▶ Problem description
Which lines of the data below contain "body"? Please show them all.

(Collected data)

******

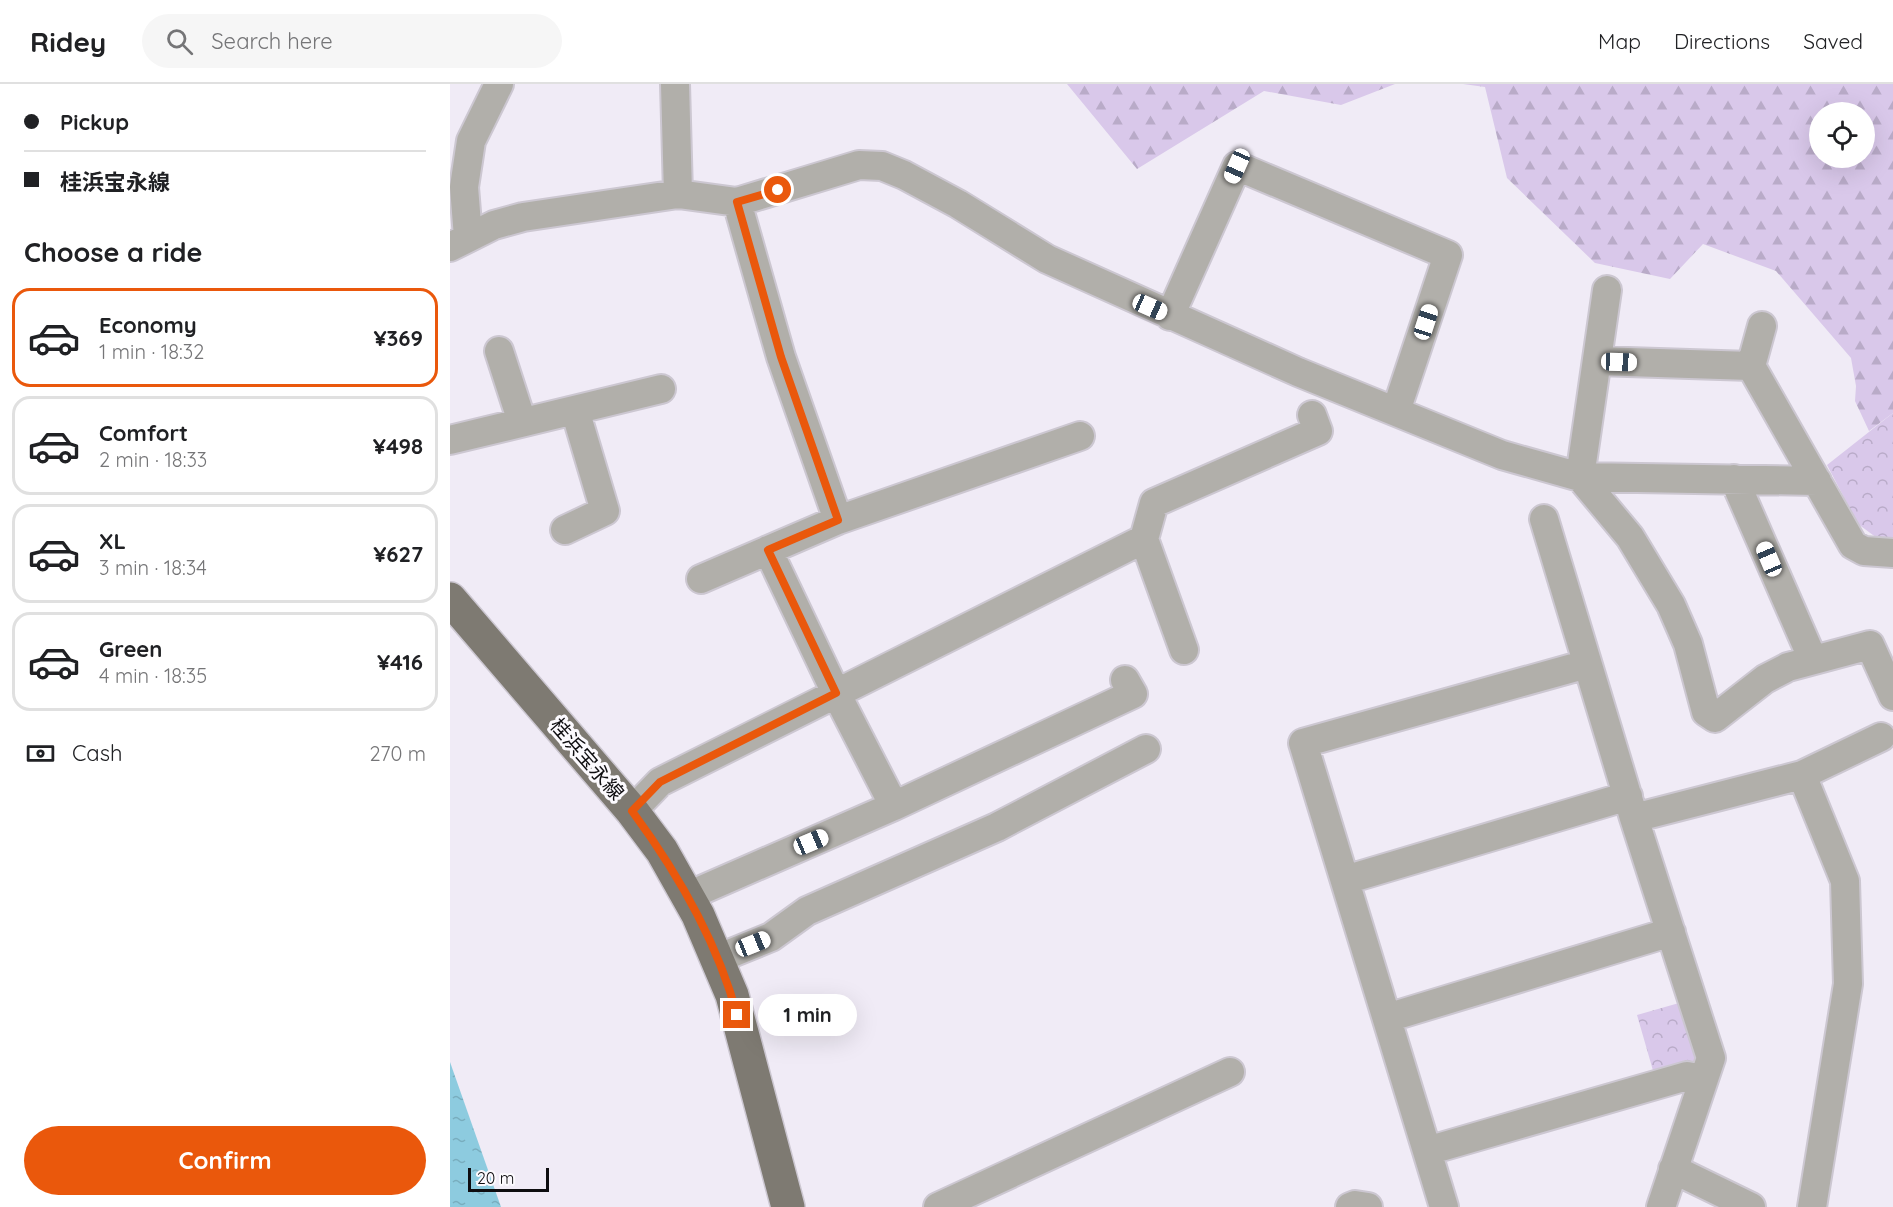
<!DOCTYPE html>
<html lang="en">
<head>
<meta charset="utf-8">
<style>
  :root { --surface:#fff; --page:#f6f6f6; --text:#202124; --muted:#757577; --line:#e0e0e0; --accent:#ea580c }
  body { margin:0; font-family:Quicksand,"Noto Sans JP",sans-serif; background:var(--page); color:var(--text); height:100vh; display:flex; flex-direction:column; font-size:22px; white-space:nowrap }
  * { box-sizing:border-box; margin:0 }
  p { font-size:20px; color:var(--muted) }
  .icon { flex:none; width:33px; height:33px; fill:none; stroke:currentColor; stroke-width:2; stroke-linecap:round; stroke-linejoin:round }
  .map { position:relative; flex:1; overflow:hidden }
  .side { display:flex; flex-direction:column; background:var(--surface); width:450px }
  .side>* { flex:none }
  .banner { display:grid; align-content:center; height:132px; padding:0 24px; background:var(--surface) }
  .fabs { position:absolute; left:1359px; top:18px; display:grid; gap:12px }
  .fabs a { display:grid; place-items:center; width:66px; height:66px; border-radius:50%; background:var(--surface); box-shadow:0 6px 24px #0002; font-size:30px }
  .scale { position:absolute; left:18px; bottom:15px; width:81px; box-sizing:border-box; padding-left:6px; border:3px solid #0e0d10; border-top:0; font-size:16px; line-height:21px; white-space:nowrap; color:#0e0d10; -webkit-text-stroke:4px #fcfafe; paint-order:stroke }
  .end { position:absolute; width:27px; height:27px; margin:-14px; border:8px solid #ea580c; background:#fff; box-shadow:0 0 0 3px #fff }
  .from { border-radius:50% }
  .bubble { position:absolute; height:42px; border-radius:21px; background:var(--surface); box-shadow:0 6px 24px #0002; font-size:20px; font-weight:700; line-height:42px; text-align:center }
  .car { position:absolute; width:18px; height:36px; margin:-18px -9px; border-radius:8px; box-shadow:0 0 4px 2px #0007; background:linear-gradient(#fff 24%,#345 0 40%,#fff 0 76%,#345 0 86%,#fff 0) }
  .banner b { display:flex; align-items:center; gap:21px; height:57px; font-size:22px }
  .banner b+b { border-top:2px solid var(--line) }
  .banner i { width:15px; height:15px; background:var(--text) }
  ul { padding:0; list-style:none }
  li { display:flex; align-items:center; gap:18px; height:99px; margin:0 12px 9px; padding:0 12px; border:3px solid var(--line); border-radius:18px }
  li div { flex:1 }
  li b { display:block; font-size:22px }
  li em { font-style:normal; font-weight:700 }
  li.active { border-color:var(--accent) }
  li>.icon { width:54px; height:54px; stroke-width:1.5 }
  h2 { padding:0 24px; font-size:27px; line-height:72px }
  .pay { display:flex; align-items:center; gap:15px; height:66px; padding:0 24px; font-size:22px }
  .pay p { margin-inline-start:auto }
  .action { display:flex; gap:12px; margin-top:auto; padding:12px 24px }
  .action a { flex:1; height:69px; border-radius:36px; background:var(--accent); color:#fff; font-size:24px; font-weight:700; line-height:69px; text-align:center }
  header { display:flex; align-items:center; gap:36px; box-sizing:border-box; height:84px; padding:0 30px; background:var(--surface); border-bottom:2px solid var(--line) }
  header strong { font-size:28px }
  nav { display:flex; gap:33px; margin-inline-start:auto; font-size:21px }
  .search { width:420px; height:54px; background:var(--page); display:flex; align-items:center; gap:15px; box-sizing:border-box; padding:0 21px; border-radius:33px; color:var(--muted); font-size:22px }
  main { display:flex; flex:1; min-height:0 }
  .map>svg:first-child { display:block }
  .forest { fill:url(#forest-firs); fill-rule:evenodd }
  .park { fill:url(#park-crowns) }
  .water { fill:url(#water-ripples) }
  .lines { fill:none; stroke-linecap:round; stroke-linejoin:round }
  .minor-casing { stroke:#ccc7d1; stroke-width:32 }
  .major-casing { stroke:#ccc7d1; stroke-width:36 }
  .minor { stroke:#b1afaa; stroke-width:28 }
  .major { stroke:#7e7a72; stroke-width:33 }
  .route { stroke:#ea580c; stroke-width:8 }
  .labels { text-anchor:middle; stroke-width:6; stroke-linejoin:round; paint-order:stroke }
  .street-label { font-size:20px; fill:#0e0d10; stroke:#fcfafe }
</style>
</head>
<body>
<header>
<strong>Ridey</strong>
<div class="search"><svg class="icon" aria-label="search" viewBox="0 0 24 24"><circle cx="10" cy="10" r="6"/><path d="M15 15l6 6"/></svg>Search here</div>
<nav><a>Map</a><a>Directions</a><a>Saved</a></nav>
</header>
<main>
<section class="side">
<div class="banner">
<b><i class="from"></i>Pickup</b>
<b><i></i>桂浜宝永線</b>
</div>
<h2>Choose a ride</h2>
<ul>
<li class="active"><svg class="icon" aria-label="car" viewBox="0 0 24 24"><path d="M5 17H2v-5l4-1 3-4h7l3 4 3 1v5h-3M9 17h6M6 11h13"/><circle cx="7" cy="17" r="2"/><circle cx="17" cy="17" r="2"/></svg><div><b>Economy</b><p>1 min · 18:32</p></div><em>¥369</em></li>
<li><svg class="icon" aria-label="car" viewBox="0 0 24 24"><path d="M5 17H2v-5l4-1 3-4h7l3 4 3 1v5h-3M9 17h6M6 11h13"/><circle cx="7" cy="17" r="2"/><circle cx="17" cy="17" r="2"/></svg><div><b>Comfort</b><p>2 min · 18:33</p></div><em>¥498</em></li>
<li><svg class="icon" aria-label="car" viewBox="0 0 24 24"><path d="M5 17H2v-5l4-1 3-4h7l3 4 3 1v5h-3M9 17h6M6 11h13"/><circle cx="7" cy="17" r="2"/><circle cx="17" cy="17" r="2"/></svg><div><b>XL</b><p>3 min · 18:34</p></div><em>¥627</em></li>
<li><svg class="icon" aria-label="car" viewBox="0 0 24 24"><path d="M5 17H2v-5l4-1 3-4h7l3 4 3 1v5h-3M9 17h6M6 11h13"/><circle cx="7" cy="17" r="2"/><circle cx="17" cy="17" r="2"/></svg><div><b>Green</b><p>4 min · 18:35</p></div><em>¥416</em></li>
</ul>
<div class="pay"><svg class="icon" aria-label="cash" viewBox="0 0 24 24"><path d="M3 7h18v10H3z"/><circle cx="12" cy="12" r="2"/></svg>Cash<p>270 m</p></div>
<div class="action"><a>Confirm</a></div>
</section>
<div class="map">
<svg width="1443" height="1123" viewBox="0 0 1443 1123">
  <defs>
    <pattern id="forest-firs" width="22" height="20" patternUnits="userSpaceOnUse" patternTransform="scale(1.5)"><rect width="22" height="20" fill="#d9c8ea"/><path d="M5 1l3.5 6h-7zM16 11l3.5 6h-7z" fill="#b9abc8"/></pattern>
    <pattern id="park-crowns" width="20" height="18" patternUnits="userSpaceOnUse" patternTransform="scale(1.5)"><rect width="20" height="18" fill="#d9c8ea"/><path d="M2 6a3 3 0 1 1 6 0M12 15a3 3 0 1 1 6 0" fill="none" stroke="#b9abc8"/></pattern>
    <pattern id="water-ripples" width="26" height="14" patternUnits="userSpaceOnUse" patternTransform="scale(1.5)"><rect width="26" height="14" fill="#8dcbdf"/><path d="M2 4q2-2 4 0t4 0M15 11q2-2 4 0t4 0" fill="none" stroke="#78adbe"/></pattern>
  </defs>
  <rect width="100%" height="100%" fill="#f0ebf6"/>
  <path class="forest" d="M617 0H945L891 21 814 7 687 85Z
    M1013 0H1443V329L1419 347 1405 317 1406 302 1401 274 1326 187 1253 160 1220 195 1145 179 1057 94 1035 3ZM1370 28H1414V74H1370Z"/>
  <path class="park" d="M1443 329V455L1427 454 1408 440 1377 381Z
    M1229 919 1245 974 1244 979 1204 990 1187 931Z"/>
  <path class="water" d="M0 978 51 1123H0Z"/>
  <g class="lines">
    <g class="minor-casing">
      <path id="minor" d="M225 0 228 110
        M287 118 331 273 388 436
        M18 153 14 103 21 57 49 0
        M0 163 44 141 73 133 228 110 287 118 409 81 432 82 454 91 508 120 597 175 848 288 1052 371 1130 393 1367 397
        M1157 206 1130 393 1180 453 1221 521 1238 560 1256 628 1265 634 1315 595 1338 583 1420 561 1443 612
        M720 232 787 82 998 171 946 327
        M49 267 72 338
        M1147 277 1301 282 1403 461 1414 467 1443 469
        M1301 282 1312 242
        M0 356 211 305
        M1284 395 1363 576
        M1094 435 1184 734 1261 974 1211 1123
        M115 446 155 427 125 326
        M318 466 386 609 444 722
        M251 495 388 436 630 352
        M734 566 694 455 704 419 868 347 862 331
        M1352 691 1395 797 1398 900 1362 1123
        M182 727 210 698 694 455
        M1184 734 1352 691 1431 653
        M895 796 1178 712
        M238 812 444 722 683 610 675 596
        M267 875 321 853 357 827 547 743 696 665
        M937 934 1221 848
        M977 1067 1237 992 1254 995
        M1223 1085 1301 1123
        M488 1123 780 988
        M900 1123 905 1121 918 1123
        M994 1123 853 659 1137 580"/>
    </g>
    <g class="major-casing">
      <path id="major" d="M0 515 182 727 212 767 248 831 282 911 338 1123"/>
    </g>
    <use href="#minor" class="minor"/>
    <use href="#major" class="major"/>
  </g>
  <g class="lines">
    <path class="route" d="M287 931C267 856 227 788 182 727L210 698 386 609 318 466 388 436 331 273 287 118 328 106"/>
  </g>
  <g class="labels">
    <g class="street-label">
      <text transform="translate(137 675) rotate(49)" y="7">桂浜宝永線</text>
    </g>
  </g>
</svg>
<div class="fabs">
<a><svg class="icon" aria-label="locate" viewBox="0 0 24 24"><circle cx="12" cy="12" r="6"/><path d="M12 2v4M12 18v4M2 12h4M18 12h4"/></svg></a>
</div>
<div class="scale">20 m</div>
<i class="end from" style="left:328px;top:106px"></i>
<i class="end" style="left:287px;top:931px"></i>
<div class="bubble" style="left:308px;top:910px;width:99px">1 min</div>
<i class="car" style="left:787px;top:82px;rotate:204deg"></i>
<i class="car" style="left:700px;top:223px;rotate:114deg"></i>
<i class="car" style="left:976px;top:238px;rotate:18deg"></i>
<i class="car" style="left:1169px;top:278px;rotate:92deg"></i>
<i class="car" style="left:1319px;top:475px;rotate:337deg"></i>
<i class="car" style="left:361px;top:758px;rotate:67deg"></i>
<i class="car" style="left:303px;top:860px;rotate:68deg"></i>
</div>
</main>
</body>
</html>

******

▶ Answer space
  body { margin:0; font-family:Quicksand,"Noto Sans JP",sans-serif; background:var(--page); color:var(--text); height:100vh; display:flex; flex-direction:column; font-size:22px; white-space:nowrap }
<body>
</body>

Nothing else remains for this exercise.